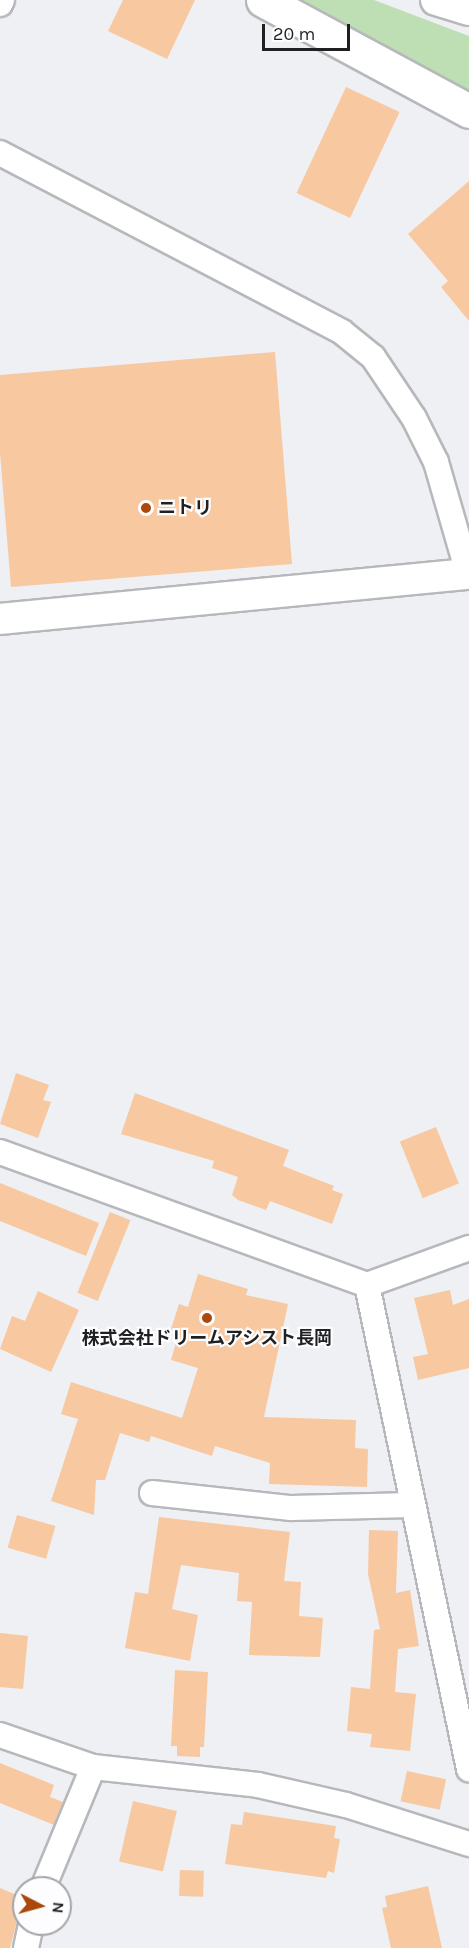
<!DOCTYPE html>
<meta charset="utf-8">
<style>
body{margin:0}
#map{position:relative;width:469px;height:1948px;overflow:hidden;background:#eef0f4;font-family:Karla,"Noto Sans JP",sans-serif}
div>[style]{position:absolute}
.green>*{inset:0;background:#bedfb3}
.building>*{inset:0;background:#f8c8a1;transform-origin:0 0}
.roads{filter:drop-shadow(2px 0 #b6b8bb) drop-shadow(-2px 0 #b6b8bb) drop-shadow(0 2px #b6b8bb) drop-shadow(0 -2px #b6b8bb)}
.minor>*{height:24px;margin:-12px;padding:0 12px;transform-origin:12px;border-radius:12px;background:#fff}
.tertiary>*{height:30px;margin:-15px;padding:0 15px;transform-origin:15px;border-radius:15px;background:#fff}
.primary>*{height:33px;margin:-16.5px;padding:0 16.5px;transform-origin:16.5px;border-radius:16.5px;background:#fff}
.dots>*{width:16px;height:16px;translate:-50% -50%;box-sizing:border-box;border:3px solid #fdfdff;border-radius:50%}
span{translate:-50% -50%;white-space:nowrap;text-align:center;line-height:1.15;-webkit-text-stroke:4.5px #fdfdff;paint-order:stroke}
.poi-label{font-size:18px;color:#1f2021;font-weight:700}
.left{translate:0 -50%;text-align:left}
.north{position:absolute;left:12px;top:1876px;width:60px;height:60px;box-sizing:border-box;background:#fdfdff;border:2px solid #a4a5a6;border-radius:50%;rotate:96deg;font-size:16px;font-weight:700;line-height:24px;text-align:center;color:#1f2021}
.north::after{content:'';display:block;margin:auto;width:21px;height:27px;background:#ab480c;clip-path:polygon(50% 0,100% 100%,50% 72%,0 100%)}
.scale{position:absolute;left:262px;top:24px;width:88px;height:27px;box-sizing:border-box;border:3px solid #1f2021;border-top:0;padding-left:8px;font-size:18px;line-height:21px;white-space:nowrap;color:#1f2021;-webkit-text-stroke:4px #fdfdff;paint-order:stroke}
</style>
<div id="map">
<div class="green">
<i style="clip-path:polygon(286px 0,374px 0,469px 36px,469px 97px)"></i>
</div>
<div class="building">
<i style="clip-path:polygon(123px 0,195px 0,167px 59px,108px 31px)"></i>
<i style="left:346px;top:87px;width:59px;height:117px;rotate:25deg"></i>
<i style="clip-path:polygon(469px 181px,469px 321px,441px 287px,448px 281px,408px 234px)"></i>
<i style="clip-path:polygon(275px 352px,292px 564px,11px 587px,0 453px,0 375px)"></i>
<i style="clip-path:polygon(16px 1073px,49px 1085px,43px 1100px,51px 1102px,38px 1138px,0 1124px)"></i>
<i style="clip-path:polygon(135px 1093px,289px 1150px,283px 1166px,334px 1186px,332px 1190px,343px 1194px,332px 1224px,270px 1201px,266px 1210px,238px 1200px,232px 1195px,238px 1177px,212px 1168px,214px 1161px,121px 1134px)"></i>
<i style="left:436px;top:1127px;width:61px;height:39px;rotate:68deg"></i>
<i style="clip-path:polygon(0 1183px,99px 1223px,86px 1256px,0 1221px)"></i>
<i style="left:110px;top:1212px;width:22px;height:87px;rotate:22deg"></i>
<i style="clip-path:polygon(198px 1274px,248px 1289px,246px 1295px,288px 1304px,264px 1417px,356px 1420px,355px 1448px,368px 1449px,367px 1487px,269px 1484px,270px 1463px,215px 1446px,212px 1456px,151px 1436px,149px 1442px,120px 1433px,105px 1480px,96px 1480px,94px 1515px,51px 1501px,78px 1419px,61px 1414px,71px 1382px,182px 1418px,198px 1368px,171px 1360px,179px 1332px,171px 1329px,179px 1304px,188px 1307px)"></i>
<i style="clip-path:polygon(450px 1290px,453px 1305px,469px 1299px,469px 1368px,418px 1380px,413px 1357px,428px 1354px,414px 1298px)"></i>
<i style="clip-path:polygon(38px 1291px,79px 1310px,51px 1372px,0 1349px,12px 1316px,25px 1321px)"></i>
<i style="left:17px;top:1515px;width:40px;height:34px;rotate:16deg"></i>
<i style="clip-path:polygon(159px 1517px,290px 1532px,284px 1581px,301px 1582px,299px 1616px,323px 1618px,320px 1657px,249px 1655px,252px 1602px,237px 1601px,239px 1573px,181px 1565px,172px 1609px,198px 1615px,190px 1661px,125px 1648px,135px 1592px,148px 1594px)"></i>
<i style="clip-path:polygon(369px 1530px,398px 1531px,396px 1593px,410px 1590px,419px 1646px,398px 1649px,395px 1692px,416px 1694px,410px 1751px,370px 1747px,372px 1734px,347px 1731px,351px 1687px,370px 1689px,374px 1630px,380px 1629px,368px 1574px)"></i>
<i style="clip-path:polygon(0 1633px,28px 1636px,23px 1689px,0 1687px)"></i>
<i style="clip-path:polygon(175px 1670px,208px 1672px,204px 1747px,200px 1747px,200px 1757px,177px 1756px,177px 1746px,171px 1746px)"></i>
<i style="clip-path:polygon(0 1763px,54px 1785px,50px 1797px,63px 1802px,54px 1825px,0 1803px)"></i>
<i style="left:407px;top:1771px;width:40px;height:31px;rotate:12deg"></i>
<i style="left:133px;top:1801px;width:45px;height:62px;rotate:13deg"></i>
<i style="clip-path:polygon(244px 1812px,336px 1826px,334px 1838px,340px 1839px,334px 1873px,328px 1871px,326px 1878px,225px 1864px,231px 1824px,242px 1825px)"></i>
<i style="left:180px;top:1870px;width:24px;height:26px;rotate:2deg"></i>
<i style="clip-path:polygon(428px 1886px,442px 1948px,391px 1948px,382px 1908px,387px 1907px,385px 1896px)"></i>
<i style="clip-path:polygon(0 1888px,24px 1898px,24px 1912px,17px 1921px,10px 1948px,0 1948px)"></i>
</div>
<div class="roads">
<div class="minor">
<i style="left:0;top:4px;width:4px;rotate:-63deg"></i>
<i style="left:0;top:153px;width:386px;rotate:27.6deg"></i>
<i style="left:342px;top:332px;width:40px;rotate:39deg"></i>
<i style="left:373px;top:357px;width:73px;rotate:56.1deg"></i>
<i style="left:414px;top:418px;width:49px;rotate:63.4deg"></i>
<i style="left:436px;top:462px;width:116px;rotate:73.9deg"></i>
<i style="left:0;top:1152px;width:390px;rotate:19.9deg"></i>
<i style="left:367px;top:1285px;width:109px;rotate:-19.9deg"></i>
<i style="left:367px;top:1285px;width:495px;rotate:78.1deg"></i>
<i style="left:152px;top:1493px;width:140px;rotate:6.2deg"></i>
<i style="left:291px;top:1508px;width:121px;rotate:-1.4deg"></i>
<i style="left:0;top:1735px;width:98px;rotate:19deg"></i>
<i style="left:93px;top:1767px;width:166px;rotate:6.2deg"></i>
<i style="left:258px;top:1785px;width:90px;rotate:12.8deg"></i>
<i style="left:346px;top:1805px;width:129px;rotate:17.6deg"></i>
<i style="left:43px;top:1888px;width:131px;rotate:-67.5deg"></i>
<i style="left:26px;top:1948px;width:25px;rotate:-78deg"></i>
</div>
<div class="tertiary">
<i style="left:436px;top:0;width:34px;rotate:17deg"></i>
<i style="left:0;top:619px;width:471px;rotate:-5.5deg"></i>
</div>
<div class="primary">
<i style="left:263px;top:0;width:234px;rotate:28.3deg"></i>
</div>
</div>
<div class="dots">
<i style="left:146px;top:508px;background:#ab480c"></i>
<i style="left:207px;top:1318px;background:#ab480c"></i>
</div>
<div class="poi-label">
<span class="left" style="left:158px;top:508px">ニトリ</span>
<span style="left:207px;top:1338px">株式会社ドリームアシスト長岡</span>
</div>
<div class="north">N</div>
<div class="scale">20 m</div>
</div>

» **Brief**
Copy each line of the data that contains the word "background", leaving the other lines out.

» **Your response**
#map{position:relative;width:469px;height:1948px;overflow:hidden;background:#eef0f4;font-family:Karla,"Noto Sans JP",sans-serif}
.green>*{inset:0;background:#bedfb3}
.building>*{inset:0;background:#f8c8a1;transform-origin:0 0}
.minor>*{height:24px;margin:-12px;padding:0 12px;transform-origin:12px;border-radius:12px;background:#fff}
.tertiary>*{height:30px;margin:-15px;padding:0 15px;transform-origin:15px;border-radius:15px;background:#fff}
.primary>*{height:33px;margin:-16.5px;padding:0 16.5px;transform-origin:16.5px;border-radius:16.5px;background:#fff}
.north{position:absolute;left:12px;top:1876px;width:60px;height:60px;box-sizing:border-box;background:#fdfdff;border:2px solid #a4a5a6;border-radius:50%;rotate:96deg;font-size:16px;font-weight:700;line-height:24px;text-align:center;color:#1f2021}
.north::after{content:'';display:block;margin:auto;width:21px;height:27px;background:#ab480c;clip-path:polygon(50% 0,100% 100%,50% 72%,0 100%)}
<i style="left:146px;top:508px;background:#ab480c"></i>
<i style="left:207px;top:1318px;background:#ab480c"></i>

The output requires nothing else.